What would qualify as “your mother’s Hip-Hop” you ask?
– Fat Boys
– PM Dawn
– Vanilla Ice (after a sixer of Zima)
The doctor is out… call back after midnight to make an appointment with the receptionist.
(Please note that this is not an album review. This has been explicitly stated so that I may repurpose this album for a future, much less lazy-minded post, you dig?)
Long and tumultuous is the road to a completed collection. Be it the full 792 cards in the 1990 Topps baseball set, all four collectible Garfield and Odie mugs released by McDonald’s back in 1978, or in this case, my half completed collection of Grand Royal Magazines.
With issue #1 released in 1993 (and one of the three I don’t have), and the final issue, #6, released in 1997, it’s safe to say the Grand Royal team was taking their sweet-ass time publishing these now sought-after mid-90s gems. That initial judgment of a painfully obvious (and very Los Angeles) lackadaisical workflow couldn’t be further from the truth as this current issue, issue #3, is JAM-MUTHA-TRUCKIN’-PACKED! Packed with what, you ask? How about interviews with Dr. Octagon aka Kool Keith, San Pedro’s own Mike Watt, and the Dalai Lama (conducted by Adam Yauch, RIP MCA), a guide to sneaking into hotel pools in the Hollywood area courtesy of Spike Jonze, an in-depth look at the paintings of Evel Knievel, horse racing tips from Pavement’s Bob Nastanovich, and countless, as well as fearlessly stunning, vintage album ads spanning from Weezer’s Pinkerton to Sukia’s Contacto Espacial Con El Tercer Sexo… and all of this by page 37 (of 140)!!

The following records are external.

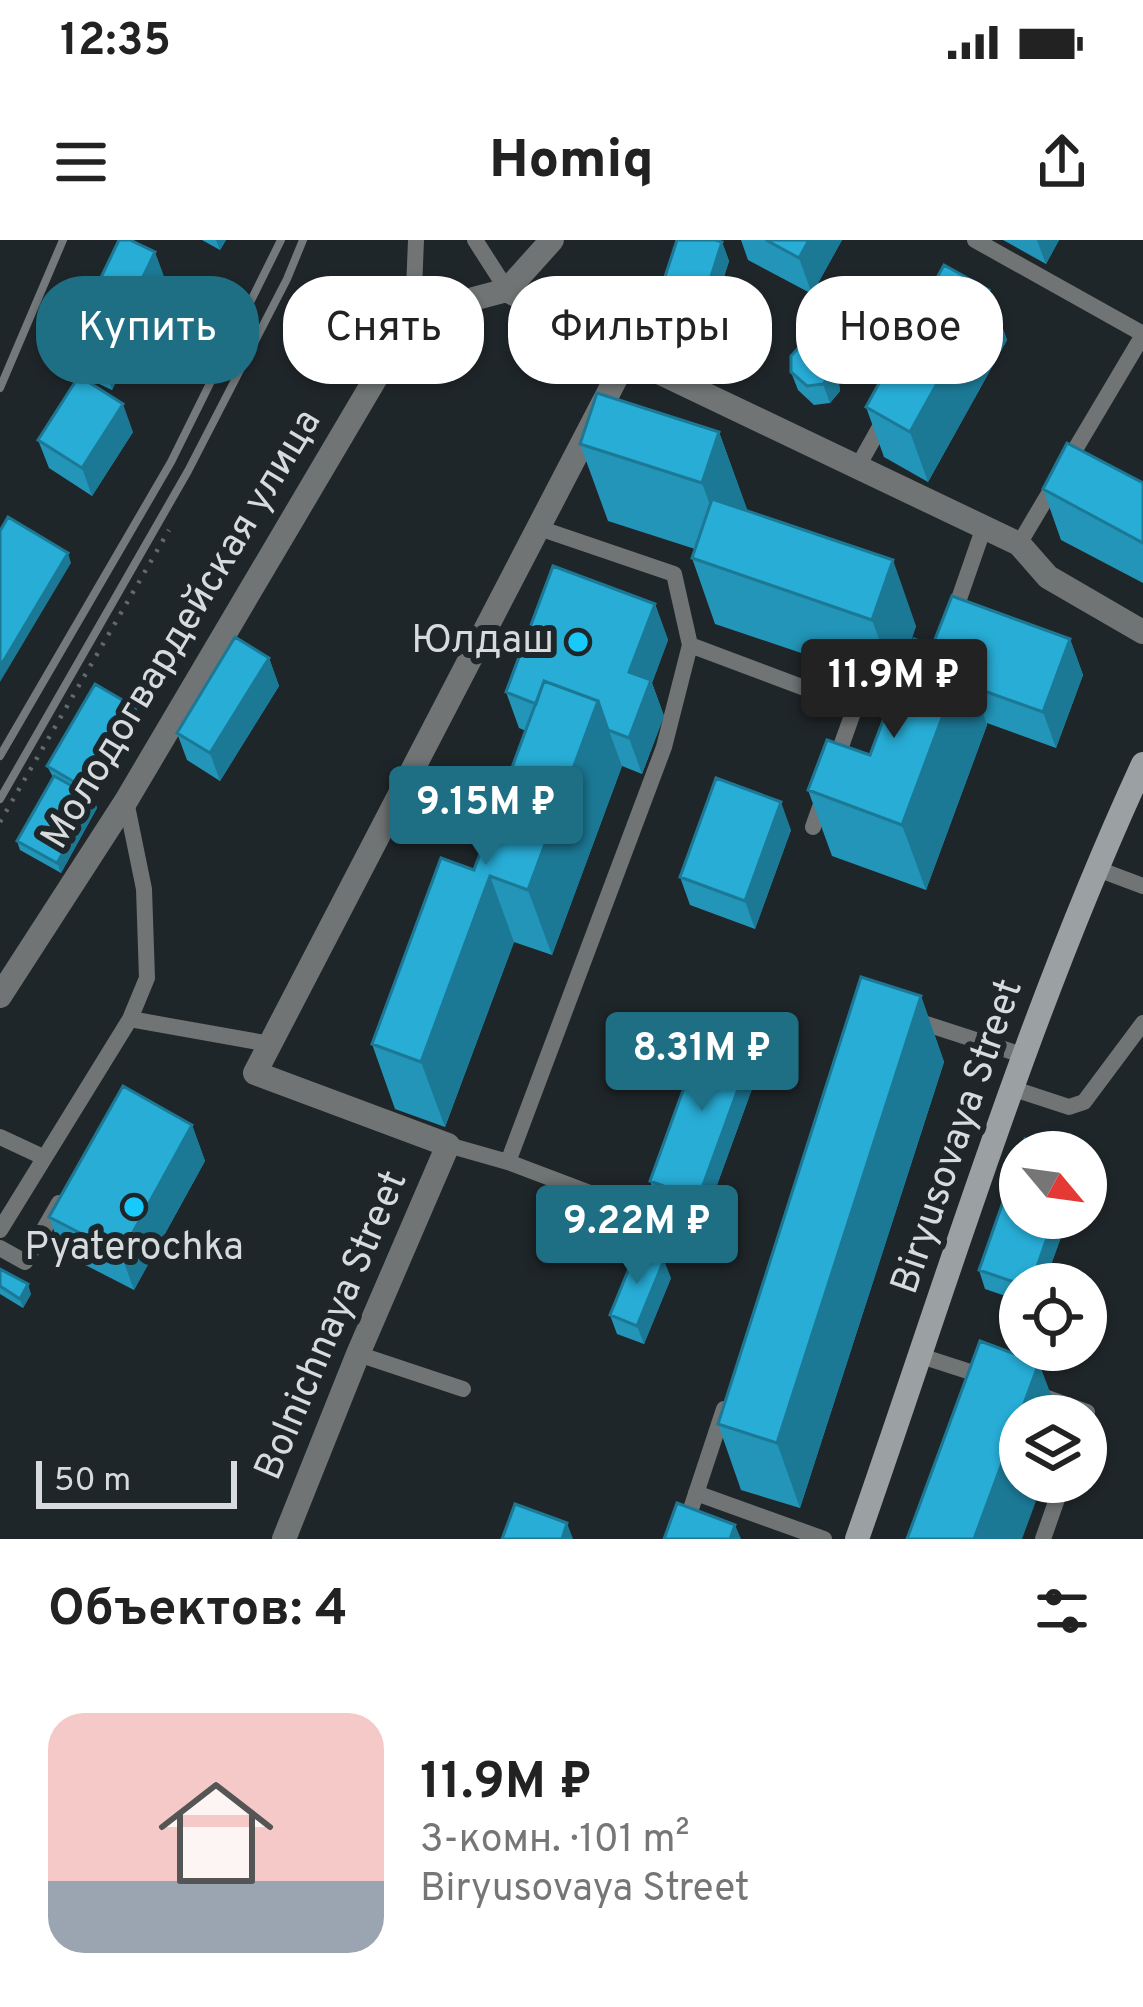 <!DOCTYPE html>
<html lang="ru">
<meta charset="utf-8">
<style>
:root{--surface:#fff;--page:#f6f6f6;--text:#222;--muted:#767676;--accent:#1e6e84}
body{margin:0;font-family:Overpass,sans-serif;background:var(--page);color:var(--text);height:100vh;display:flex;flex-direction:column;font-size:45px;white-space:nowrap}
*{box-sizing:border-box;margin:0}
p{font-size:39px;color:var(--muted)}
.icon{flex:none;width:66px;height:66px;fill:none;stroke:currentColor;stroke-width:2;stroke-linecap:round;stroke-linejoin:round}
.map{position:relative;height:1299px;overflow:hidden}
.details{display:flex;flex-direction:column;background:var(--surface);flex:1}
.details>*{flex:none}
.guide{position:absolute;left:36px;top:36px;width:1071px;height:108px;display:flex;gap:24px}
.needle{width:78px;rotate:119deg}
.tools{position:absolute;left:999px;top:891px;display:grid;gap:24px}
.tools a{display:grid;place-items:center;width:108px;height:108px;border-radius:50%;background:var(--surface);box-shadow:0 3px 9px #0004;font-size:60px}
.scale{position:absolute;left:36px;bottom:30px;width:201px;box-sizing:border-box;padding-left:12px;border:6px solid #d7dbdd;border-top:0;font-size:33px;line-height:42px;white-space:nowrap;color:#d7dbdd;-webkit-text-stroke:9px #1f2629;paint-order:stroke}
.price{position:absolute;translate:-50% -102px;padding:0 27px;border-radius:12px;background:var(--accent);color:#fff;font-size:39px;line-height:78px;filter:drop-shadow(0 3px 6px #0008)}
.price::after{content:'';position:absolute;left:50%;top:72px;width:36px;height:27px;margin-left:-18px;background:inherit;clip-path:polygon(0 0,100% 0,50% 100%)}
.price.on{background:#222;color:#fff}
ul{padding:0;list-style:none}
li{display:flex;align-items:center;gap:36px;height:300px;padding:0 48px}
li span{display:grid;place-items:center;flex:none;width:336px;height:240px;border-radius:36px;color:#555}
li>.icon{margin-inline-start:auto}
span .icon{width:144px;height:144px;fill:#fffc;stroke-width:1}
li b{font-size:51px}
h2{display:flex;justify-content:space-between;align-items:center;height:144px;padding:0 48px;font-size:51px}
.tag{padding:0 42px;border-radius:48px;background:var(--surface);box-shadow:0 3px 9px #0004;font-size:42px;line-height:108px}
.tag.on{background:var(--accent);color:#fff}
.status{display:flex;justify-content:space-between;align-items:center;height:84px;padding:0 60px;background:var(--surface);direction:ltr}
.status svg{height:33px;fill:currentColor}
header{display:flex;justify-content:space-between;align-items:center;height:156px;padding:0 48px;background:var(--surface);font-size:54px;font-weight:800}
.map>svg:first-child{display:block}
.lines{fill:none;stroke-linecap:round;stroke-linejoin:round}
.path{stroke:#63696c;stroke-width:4.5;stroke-dasharray:3 9;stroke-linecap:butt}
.service{stroke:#707475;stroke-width:16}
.minor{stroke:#707475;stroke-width:24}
.secondary{stroke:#9ba1a3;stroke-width:24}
.rail{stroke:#74797c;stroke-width:8}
.wall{fill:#2295b8}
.shaded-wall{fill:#1c7996}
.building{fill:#28add6;stroke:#1c7996;stroke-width:3}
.poi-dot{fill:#18cafc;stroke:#1f2629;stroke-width:4.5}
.labels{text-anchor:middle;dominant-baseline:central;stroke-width:12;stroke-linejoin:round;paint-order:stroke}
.street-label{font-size:39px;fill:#d7dbdd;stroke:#1f2629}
.poi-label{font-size:39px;fill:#d7dbdd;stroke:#1f2629;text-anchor:end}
</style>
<div class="status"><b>12:35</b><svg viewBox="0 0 49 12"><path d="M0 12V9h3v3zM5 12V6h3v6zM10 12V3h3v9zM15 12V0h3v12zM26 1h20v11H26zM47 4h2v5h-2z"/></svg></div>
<header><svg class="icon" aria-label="menu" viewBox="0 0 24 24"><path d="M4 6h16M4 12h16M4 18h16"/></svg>Homiq<svg class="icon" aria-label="share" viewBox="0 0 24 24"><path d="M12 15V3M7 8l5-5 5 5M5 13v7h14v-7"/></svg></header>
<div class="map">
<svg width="1143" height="1299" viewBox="0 0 1143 1299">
<rect width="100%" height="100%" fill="#1f2629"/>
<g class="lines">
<!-- path -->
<path class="path" d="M0,582L169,290"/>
<!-- service -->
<path class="service" d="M475,0L507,50
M975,0L1143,94
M413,75L416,0
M857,228L885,178
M1019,304L1143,95
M952,379L984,287
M690,405L855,467L834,526
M813,587L824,556
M1095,628L1143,646
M130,779L270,804
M914,780L1022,815
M1011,848L1069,867L1084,862L1143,783
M0,897L43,917
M448,905L508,922L664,507L690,405L674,334L539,288
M508,922L677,986
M0,990L130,779L147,738L144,649L126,561
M0,1008L25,1022L59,963
M358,1114L463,1149
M921,1116L989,1138
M1036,1154L1087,1172L1086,1176
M696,1253L824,1299
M681,1299L724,1169
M1043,1299L1063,1242"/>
<!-- minor -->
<path class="minor" d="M507,50L627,117L1019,304L1048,337L1143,392
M0,756L126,561L413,75L507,50L552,0
M284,1299L358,1114L448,905L255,833L627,117"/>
<!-- secondary -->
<path class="secondary" d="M857,1299C948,1039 1027,775 1143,524"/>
<!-- rail -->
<path class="rail" d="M0,148L63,0
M0,516L171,222L281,0
M0,559L188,231L287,39L303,0"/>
</g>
<!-- wall -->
<path class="wall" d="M202,0H226L220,10Z
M741,0H842L812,54L748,20Z
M1003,0H1059L1046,24Z
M722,2L729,21L709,84L667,71L660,52Z
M165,39L112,150L78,134L68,106Z
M989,50L1007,100L928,242L884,217L866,167Z
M837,129L840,151L830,163L814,165L798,150L791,132Z
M133,192L92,256L49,228L38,200Z
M719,192L747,270L916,386L896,445L932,407L1070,399L1083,435L1056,508L987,483V485L926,650L832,616L808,550L870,515L896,445L715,384L692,318L695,309L608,281L580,204Z
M1143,243V343L1061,300L1043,249Z
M655,364L668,400L652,443L664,476L642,534L622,526L552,715L514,702L445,887L395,869L372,804L474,630L526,491L519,488L506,452Z
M269,418L279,446L220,541L187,520L177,493Z
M140,478L92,558L97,568L61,633L20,610L17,601L53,537L47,526Z
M791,590L755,689L690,665L680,637Z
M921,756L944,822L800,1268L741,1250L718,1184Z
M753,808L760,827L705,978L657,960L650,941Z
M192,885L205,921L134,1050L62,1013L49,977Z
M1068,978L1044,1044H1020V1061L985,1049L979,1030Z
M0,1029L31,1054L23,1068L0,1054Z
M671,1038L644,1104L617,1094L610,1075Z"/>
<!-- shaded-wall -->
<path class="shaded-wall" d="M216,0H226L220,10Z
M809,0H842L812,54L799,18Z
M1037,0H1059L1046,24Z
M722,2L729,21L709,84L702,65Z
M155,12L165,39L112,150L102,122Z
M989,50L1007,100L928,242L910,192Z
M830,110L837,129L840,151L830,163L823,144Z
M123,164L133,192L92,256L82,228Z
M719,192L747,269L730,320L702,243Z
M68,313L71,323L0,442V427Z
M893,320L916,386L896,445L872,380Z
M655,364L668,400L652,443L664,476L642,534L629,498V432Z
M1070,399L1083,435L1056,508L1043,472Z
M269,418L279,446L220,541L210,513Z
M964,419L987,485L926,650L902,585Z
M598,461L622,526L552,715L528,650Z
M136,468L140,478L91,560L88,550Z
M94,558L97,568L61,633L57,623Z
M781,562L791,590L755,689L745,661Z
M490,636L514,702L445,887L421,822Z
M921,756L944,822L800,1268L777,1203Z
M753,808L760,827L705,978L698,959Z
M192,885L205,921L134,1050L121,1014Z
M1054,978H1068L1044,1044H1031Z
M664,1020L671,1038L644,1104L637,1086Z
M28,1044L31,1054L23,1068L20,1059Z
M1039,1123L1059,1176H1020V1242H1043L1022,1299H974Z
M567,1283L573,1299H562Z
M735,1285L741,1299H730Z"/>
<!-- building -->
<path class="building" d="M119,0H130L155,12L102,122L68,106Z
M677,0H715L722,2L702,65L660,52Z
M766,0H809L799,18Z
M944,25L989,50L910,192L866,167Z
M817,102L830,110L834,132L823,144L807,146L791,132V116L802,104Z
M79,136L123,164L82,228L38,200Z
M597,153L719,192L702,243L580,204Z
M1067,203L1143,243V303L1043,249Z
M712,259L893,320L872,380L692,318Z
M8,277L68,313L0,427V291Z
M553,326L655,364L629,432L651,440L629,498L608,490L598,461L544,441L536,464L506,452Z
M952,356L1070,399L1043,472L973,447L964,419L932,407Z
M235,397L269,418L210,513L177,493Z
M914,399L964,419L902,585L808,550L827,500L870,515Z
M544,441L598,461L528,650L490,636L421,822L372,804L441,618L474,630Z
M95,444L136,468L88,550L47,526Z
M54,536L94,558L57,623L17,601Z
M716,538L781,562L745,661L680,637Z
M861,737L921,756L777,1203L718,1184Z
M705,790L753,808L698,959L650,941Z
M123,846L192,885L121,1014L49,977Z
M1025,899L1061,912H1021Z
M1020,914V978H1054L1031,1044H1020L979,1030Z
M637,1009L664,1020L637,1086L610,1075Z
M0,1029L28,1044L20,1059L0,1046Z
M980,1101L1039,1123L974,1299H907Z
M677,1263L735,1285L730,1299H664Z
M515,1264L567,1283L562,1299H502Z"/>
<!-- markers -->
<g class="poi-dot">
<circle cx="578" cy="402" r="12"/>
<circle cx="134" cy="967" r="12"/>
</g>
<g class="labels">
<!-- street labels -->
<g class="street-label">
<text transform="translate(183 390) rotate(-59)">Молодогвардейская улица</text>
<text transform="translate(959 897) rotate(-71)">Biryusovaya Street</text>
<text transform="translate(333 1086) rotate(-67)">Bolnichnaya Street</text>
</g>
<!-- poi labels -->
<g class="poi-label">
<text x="554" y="402">Юлдаш</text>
<text x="134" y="1009" text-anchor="middle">Pyaterochka</text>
</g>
</g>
</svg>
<div class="tools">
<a><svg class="needle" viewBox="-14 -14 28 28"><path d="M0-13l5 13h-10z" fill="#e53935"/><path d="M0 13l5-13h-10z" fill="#767676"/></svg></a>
<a><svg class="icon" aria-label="locate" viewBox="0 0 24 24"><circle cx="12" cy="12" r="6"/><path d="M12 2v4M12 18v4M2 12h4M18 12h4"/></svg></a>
<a><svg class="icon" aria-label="layers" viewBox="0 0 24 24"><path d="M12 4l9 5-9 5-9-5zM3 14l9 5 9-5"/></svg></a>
</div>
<div class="scale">50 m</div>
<b class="price on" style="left:894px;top:501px">11.9M ₽</b>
<b class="price" style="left:486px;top:628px">9.15M ₽</b>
<b class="price" style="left:702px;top:874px">8.31M ₽</b>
<b class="price" style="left:637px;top:1047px">9.22M ₽</b>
<div class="guide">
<a class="tag on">Купить</a>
<a class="tag">Снять</a>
<a class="tag">Фильтры</a>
<a class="tag">Новое</a>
</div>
</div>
<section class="details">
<h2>Объектов: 4<svg class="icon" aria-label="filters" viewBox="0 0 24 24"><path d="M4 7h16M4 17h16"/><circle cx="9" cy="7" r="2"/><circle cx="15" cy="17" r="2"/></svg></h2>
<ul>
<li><span style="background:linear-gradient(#f6c9c9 70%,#9aa5b1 0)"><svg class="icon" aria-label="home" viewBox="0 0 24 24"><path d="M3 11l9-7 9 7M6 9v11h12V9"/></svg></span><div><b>11.9M ₽</b><p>3-комн. · 101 m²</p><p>Biryusovaya Street</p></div></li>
</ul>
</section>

It’s taken me close to 20 years to acquire three of only six Grand Royal Magazines, and it’ll probably take me another 20 to secure the remaining three. The upside, however, is that it’s taken me nearly two decades to ingest the onslaught found within issues 2, 3 and 5, so when my ship finally comes in, I’ll have another 20 years of dynamite reading material at my grubby little fingertips. (Often Wrong, Never in Doubt is the title to Grand Royal Magazine issue #3, btw. A straight lift on my part.)